* [Problem details] Write the data below out exactly as it stands. Do not include the pictures.

* [Records provided]

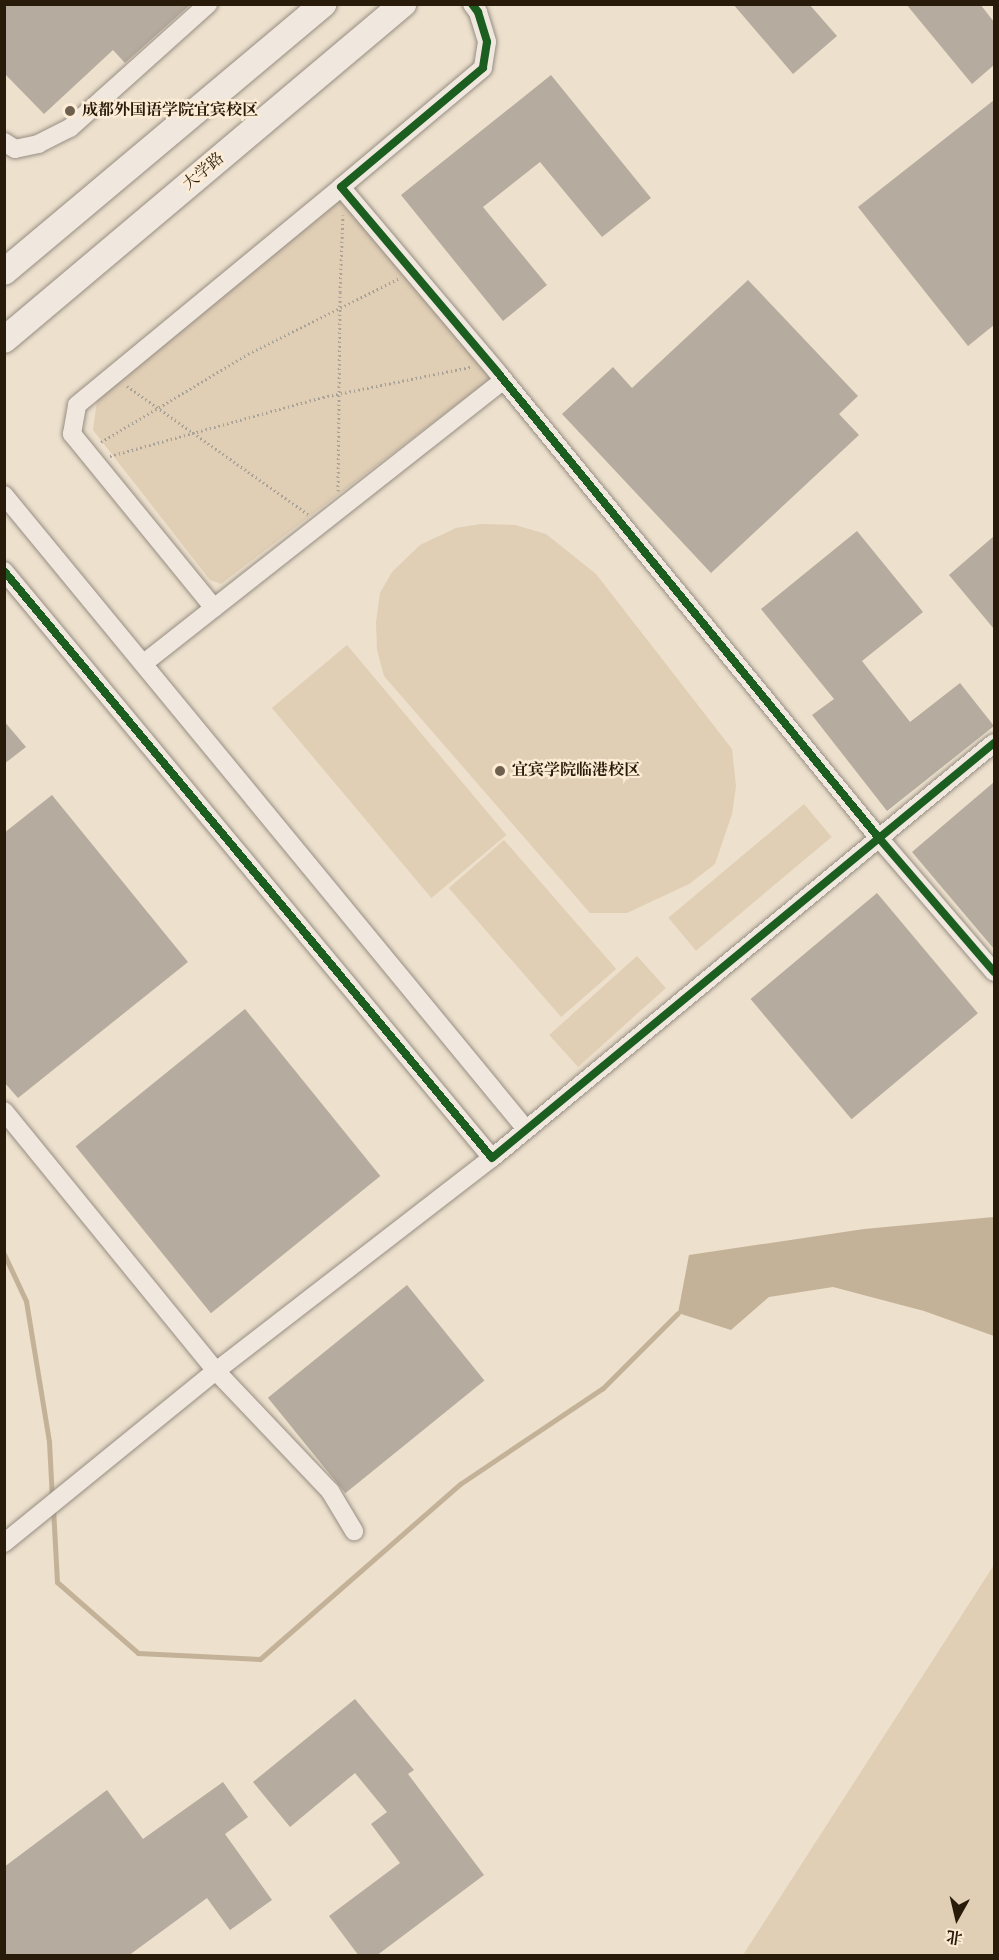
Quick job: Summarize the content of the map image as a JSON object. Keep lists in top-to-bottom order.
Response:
{
  "streets": {
    "main road": ["大学路"]
  },
  "places": ["成都外国语学院宜宾校区", "宜宾学院临港校区"],
  "north": "bottom"
}
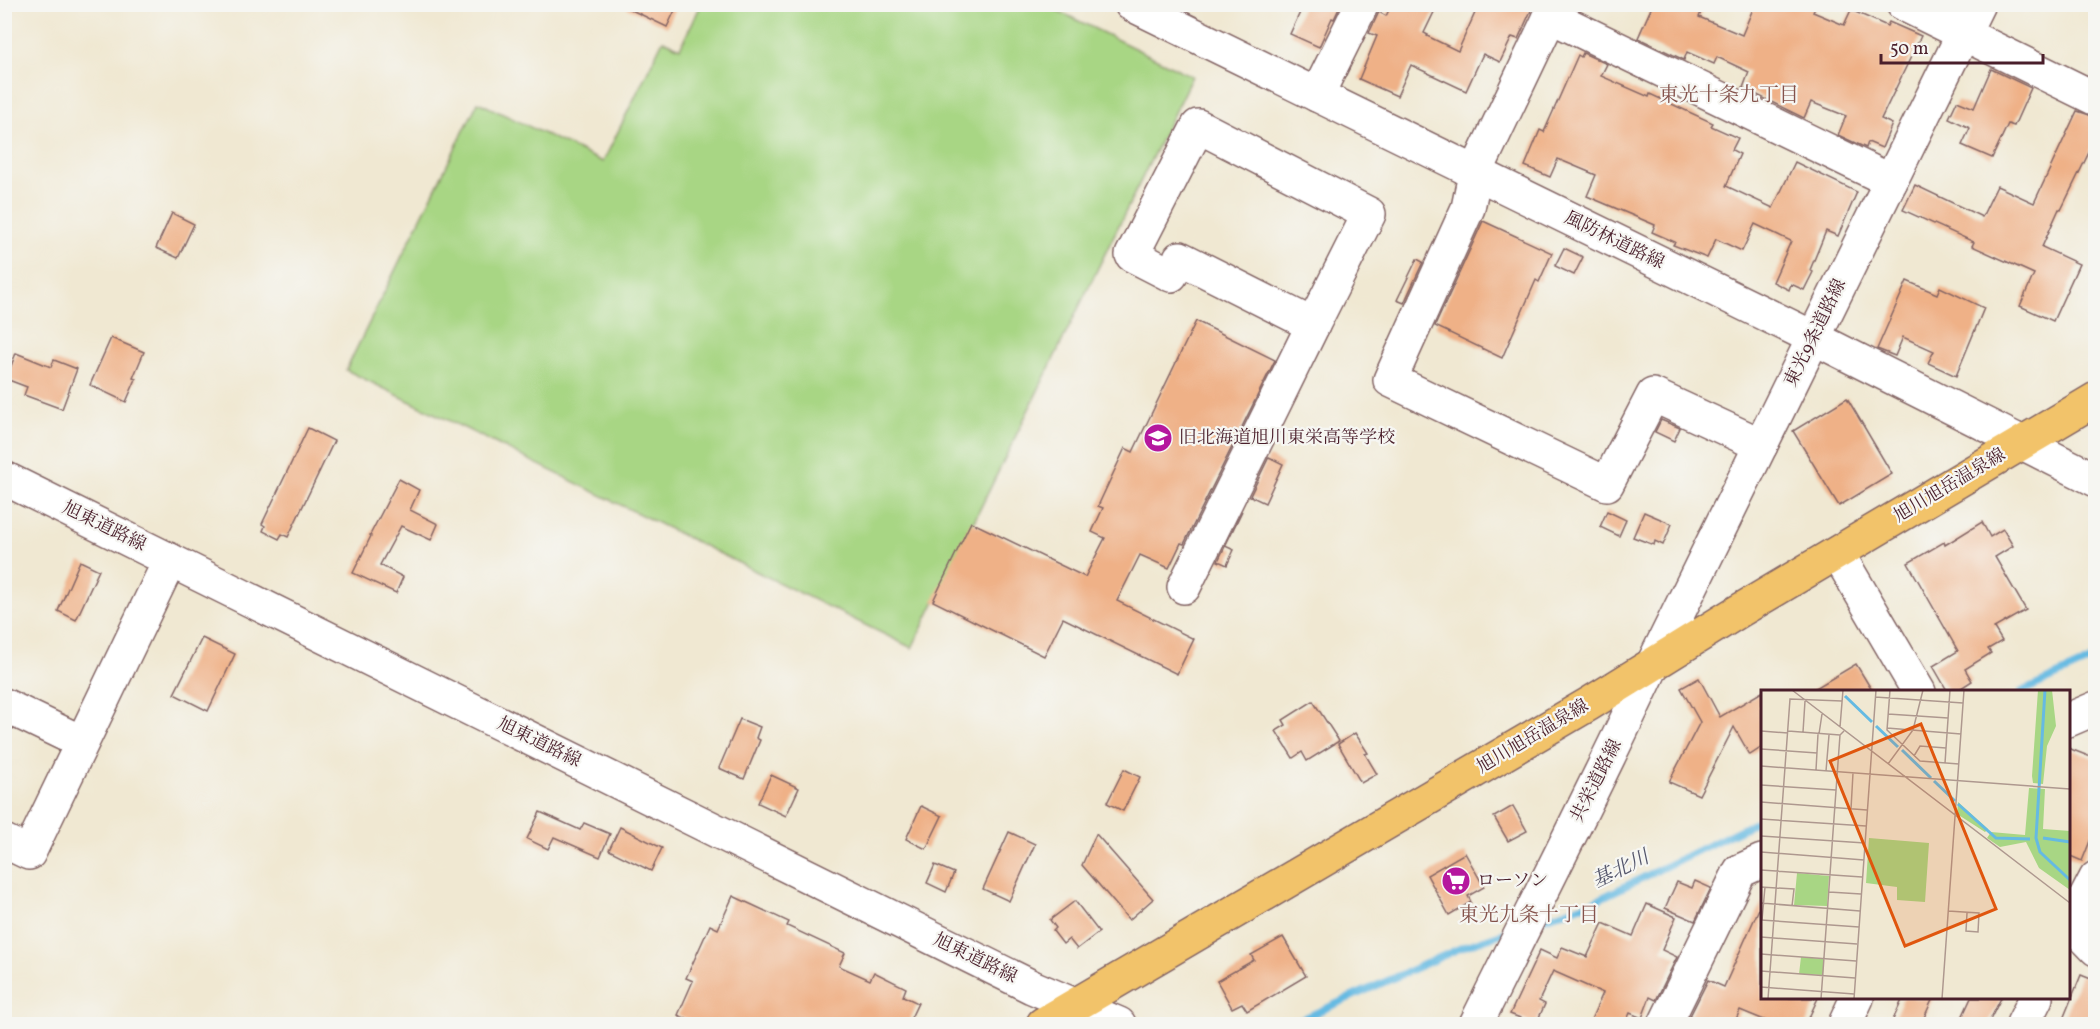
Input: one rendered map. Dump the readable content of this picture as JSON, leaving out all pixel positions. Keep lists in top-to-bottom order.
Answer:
{
  "streets": {
    "main road": ["旭川旭岳温泉線"],
    "street": [
      "風防林道路線",
      "東光9条道路線",
      "旭東道路線",
      "共栄道路線"
    ]
  },
  "crossings": [
    ["風防林道路線", "東光9条道路線"],
    ["風防林道路線", "旭川旭岳温泉線"],
    ["東光9条道路線", "旭川旭岳温泉線"],
    ["東光9条道路線", "共栄道路線"],
    ["旭川旭岳温泉線", "旭東道路線"],
    ["旭川旭岳温泉線", "共栄道路線"]
  ],
  "districts": ["東光十条九丁目", "東光九条十丁目"],
  "water": ["基北川"],
  "places": {
    "school or university": ["旧北海道旭川東栄高等学校"],
    "supermarket": ["ローソン"]
  },
  "scale_bar": "50 m"
}
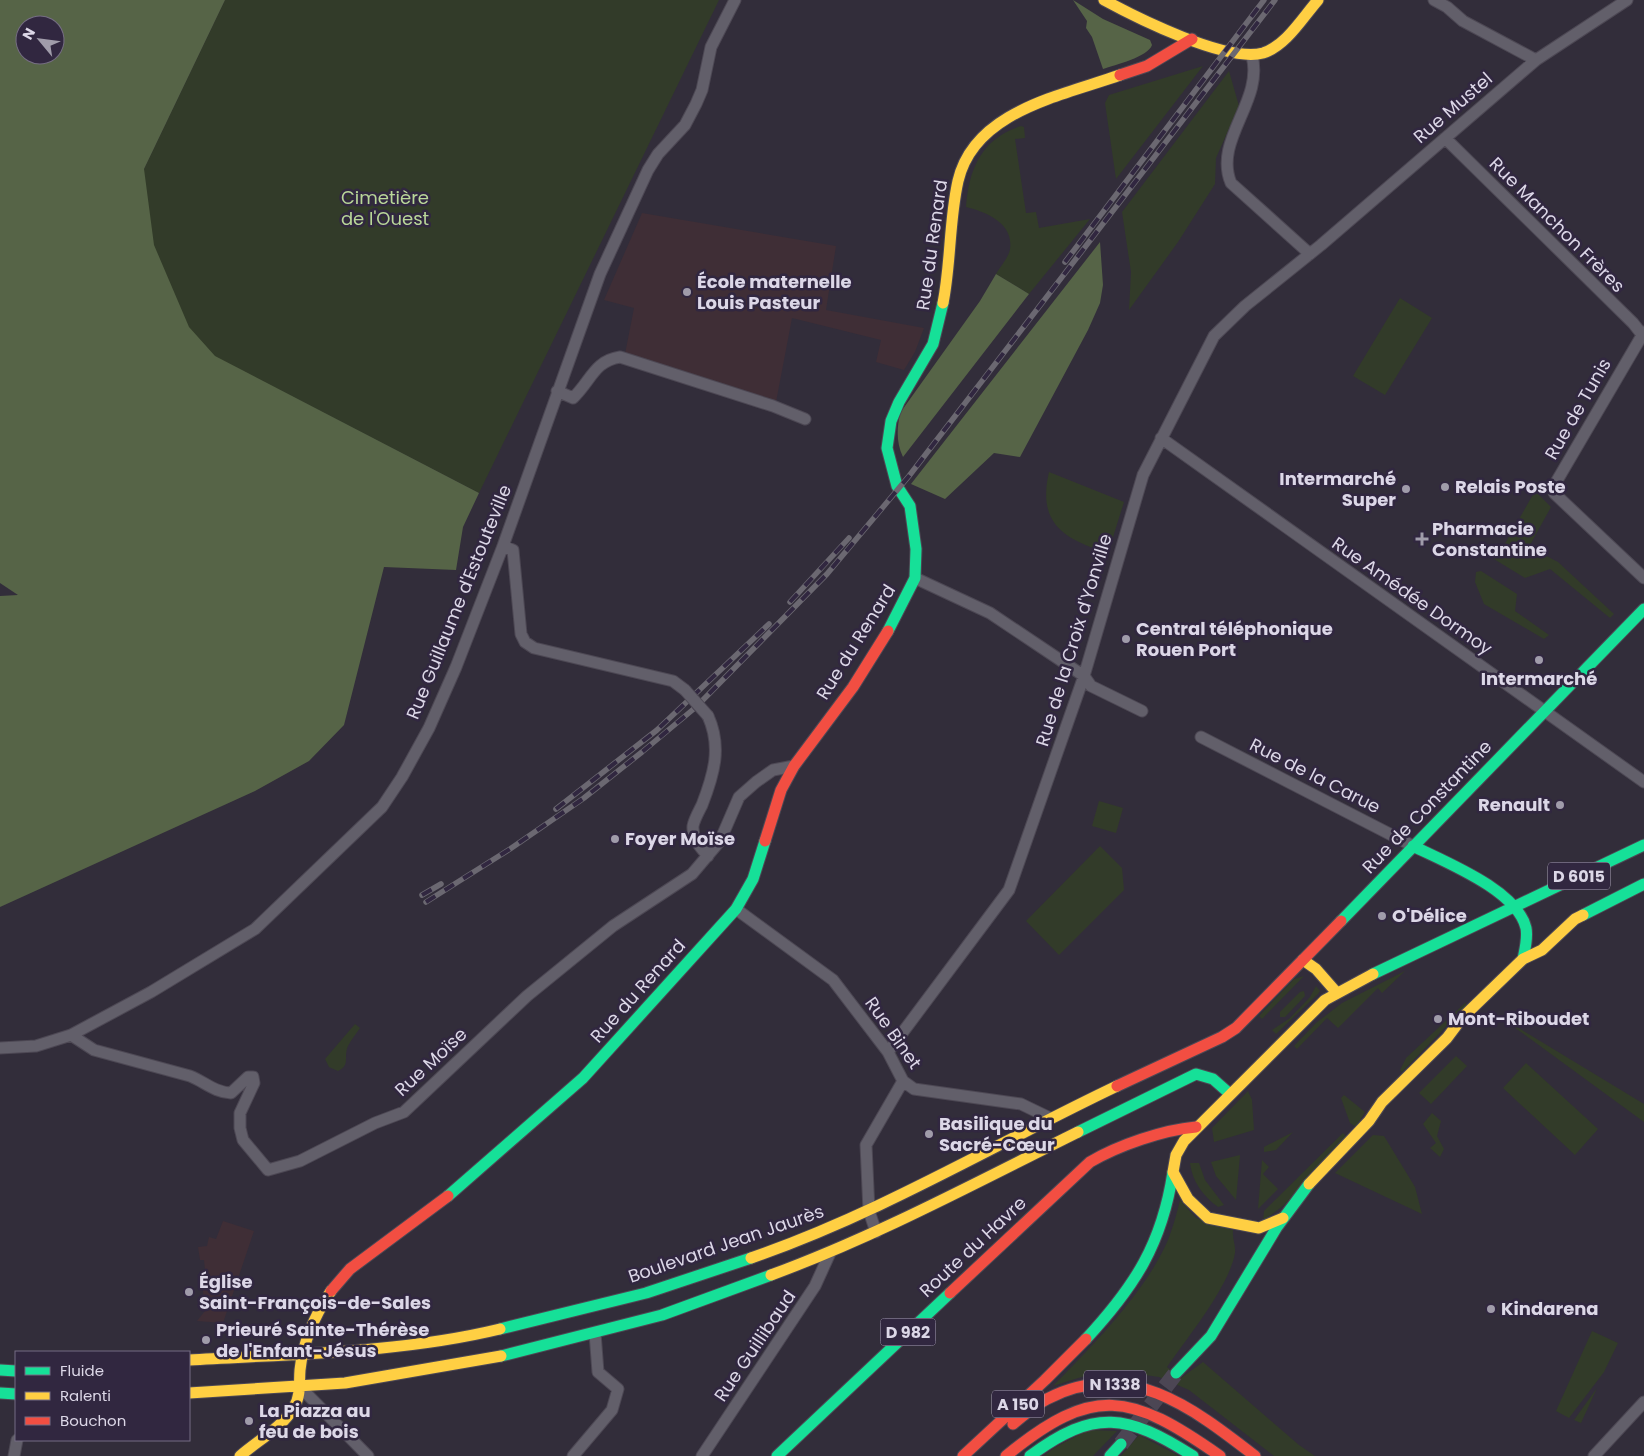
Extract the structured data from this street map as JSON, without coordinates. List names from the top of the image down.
{
  "streets": {
    "main road": [
      "Rue du Renard",
      "Rue de la Carue",
      "Rue de Constantine",
      "D 6015",
      "Boulevard Jean Jaurès",
      "Route du Havre",
      "D 982",
      "N 1338",
      "A 150"
    ],
    "street": [
      "Rue Mustel",
      "Rue Manchon Frères",
      "Rue de Tunis",
      "Rue Amédée Dormoy",
      "Rue Guillaume d'Estouteville",
      "Rue de la Croix d'Yonville",
      "Rue Binet",
      "Rue Moïse",
      "Rue Guillibaud"
    ]
  },
  "crossings": [
    ["Rue Mustel", "Rue Manchon Frères"],
    ["Rue Mustel", "Rue de la Croix d'Yonville"],
    ["Rue Manchon Frères", "Rue de Tunis"],
    ["Rue du Renard", "Rue Binet"],
    ["Rue du Renard", "Rue Moïse"],
    ["Rue du Renard", "Boulevard Jean Jaurès"],
    ["Rue Amédée Dormoy", "Rue de la Croix d'Yonville"],
    ["Rue Amédée Dormoy", "Rue de Constantine"],
    ["Rue Guillaume d'Estouteville", "Rue Moïse"],
    ["Rue de la Croix d'Yonville", "Rue Binet"],
    ["Rue de la Carue", "Rue de Constantine"],
    ["Rue de la Carue", "D 6015"],
    ["Rue de Constantine", "Boulevard Jean Jaurès"],
    ["D 6015", "Route du Havre"],
    ["D 6015", "A 150"],
    ["Rue Binet", "Boulevard Jean Jaurès"],
    ["N 1338", "A 150"]
  ],
  "parks": ["Cimetière de l'Ouest"],
  "places": {
    "other": [
      "École maternelle Louis Pasteur",
      "Relais Poste",
      "Intermarché Super",
      "Central téléphonique Rouen Port",
      "Intermarché",
      "Renault",
      "Foyer Moïse",
      "O'Délice",
      "Mont-Riboudet",
      "Basilique du Sacré-Cœur",
      "Église Saint-François-de-Sales",
      "Kindarena",
      "Prieuré Sainte-Thérèse de l'Enfant-Jésus",
      "La Piazza au feu de bois"
    ],
    "health": ["Pharmacie Constantine"]
  },
  "legend": ["Fluide", "Ralenti", "Bouchon"],
  "north": "top left"
}
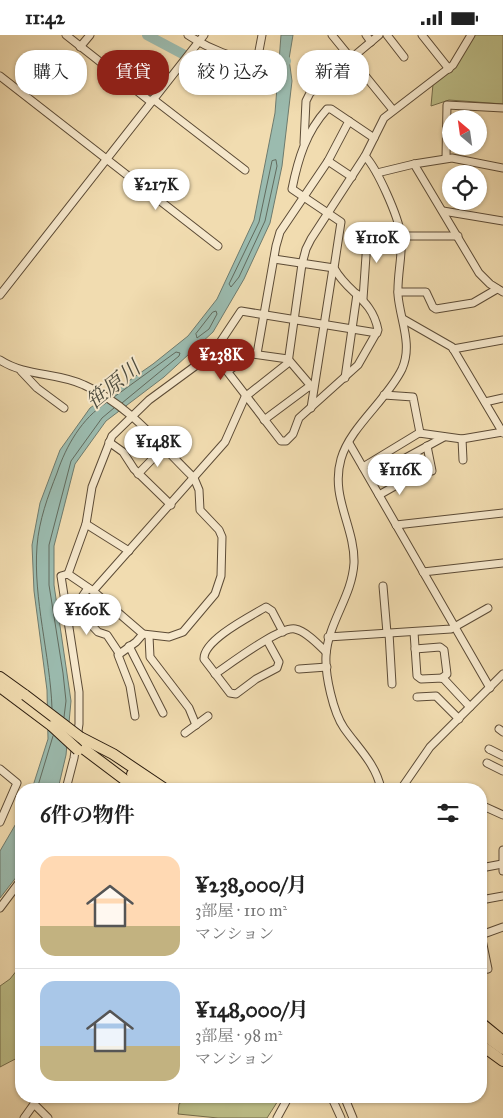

* [Solution to this task]
Quick job: Summarize the content of the map image as a JSON object. Keep lists in top-to-bottom order.
Response:
{
  "streets": {
    "main road": ["大学路"]
  },
  "places": ["成都外国语学院宜宾校区", "宜宾学院临港校区"],
  "north": "bottom"
}
Input: one rendered map. Dump the readable content of this picture as JSON, leaving out all pixel positions. Keep lists in top-to-bottom order.
Answer:
{
  "streets": {
    "main road": ["旭川旭岳温泉線"],
    "street": [
      "風防林道路線",
      "東光9条道路線",
      "旭東道路線",
      "共栄道路線"
    ]
  },
  "crossings": [
    ["風防林道路線", "東光9条道路線"],
    ["風防林道路線", "旭川旭岳温泉線"],
    ["東光9条道路線", "旭川旭岳温泉線"],
    ["東光9条道路線", "共栄道路線"],
    ["旭川旭岳温泉線", "旭東道路線"],
    ["旭川旭岳温泉線", "共栄道路線"]
  ],
  "districts": ["東光十条九丁目", "東光九条十丁目"],
  "water": ["基北川"],
  "places": {
    "school or university": ["旧北海道旭川東栄高等学校"],
    "supermarket": ["ローソン"]
  },
  "scale_bar": "50 m"
}
Extract the structured data from this street map as JSON, without coordinates. List names from the top of the image down.
{
  "streets": {
    "main road": [
      "Rue du Renard",
      "Rue de la Carue",
      "Rue de Constantine",
      "D 6015",
      "Boulevard Jean Jaurès",
      "Route du Havre",
      "D 982",
      "N 1338",
      "A 150"
    ],
    "street": [
      "Rue Mustel",
      "Rue Manchon Frères",
      "Rue de Tunis",
      "Rue Amédée Dormoy",
      "Rue Guillaume d'Estouteville",
      "Rue de la Croix d'Yonville",
      "Rue Binet",
      "Rue Moïse",
      "Rue Guillibaud"
    ]
  },
  "crossings": [
    ["Rue Mustel", "Rue Manchon Frères"],
    ["Rue Mustel", "Rue de la Croix d'Yonville"],
    ["Rue Manchon Frères", "Rue de Tunis"],
    ["Rue du Renard", "Rue Binet"],
    ["Rue du Renard", "Rue Moïse"],
    ["Rue du Renard", "Boulevard Jean Jaurès"],
    ["Rue Amédée Dormoy", "Rue de la Croix d'Yonville"],
    ["Rue Amédée Dormoy", "Rue de Constantine"],
    ["Rue Guillaume d'Estouteville", "Rue Moïse"],
    ["Rue de la Croix d'Yonville", "Rue Binet"],
    ["Rue de la Carue", "Rue de Constantine"],
    ["Rue de la Carue", "D 6015"],
    ["Rue de Constantine", "Boulevard Jean Jaurès"],
    ["D 6015", "Route du Havre"],
    ["D 6015", "A 150"],
    ["Rue Binet", "Boulevard Jean Jaurès"],
    ["N 1338", "A 150"]
  ],
  "parks": ["Cimetière de l'Ouest"],
  "places": {
    "other": [
      "École maternelle Louis Pasteur",
      "Relais Poste",
      "Intermarché Super",
      "Central téléphonique Rouen Port",
      "Intermarché",
      "Renault",
      "Foyer Moïse",
      "O'Délice",
      "Mont-Riboudet",
      "Basilique du Sacré-Cœur",
      "Église Saint-François-de-Sales",
      "Kindarena",
      "Prieuré Sainte-Thérèse de l'Enfant-Jésus",
      "La Piazza au feu de bois"
    ],
    "health": ["Pharmacie Constantine"]
  },
  "legend": ["Fluide", "Ralenti", "Bouchon"],
  "north": "top left"
}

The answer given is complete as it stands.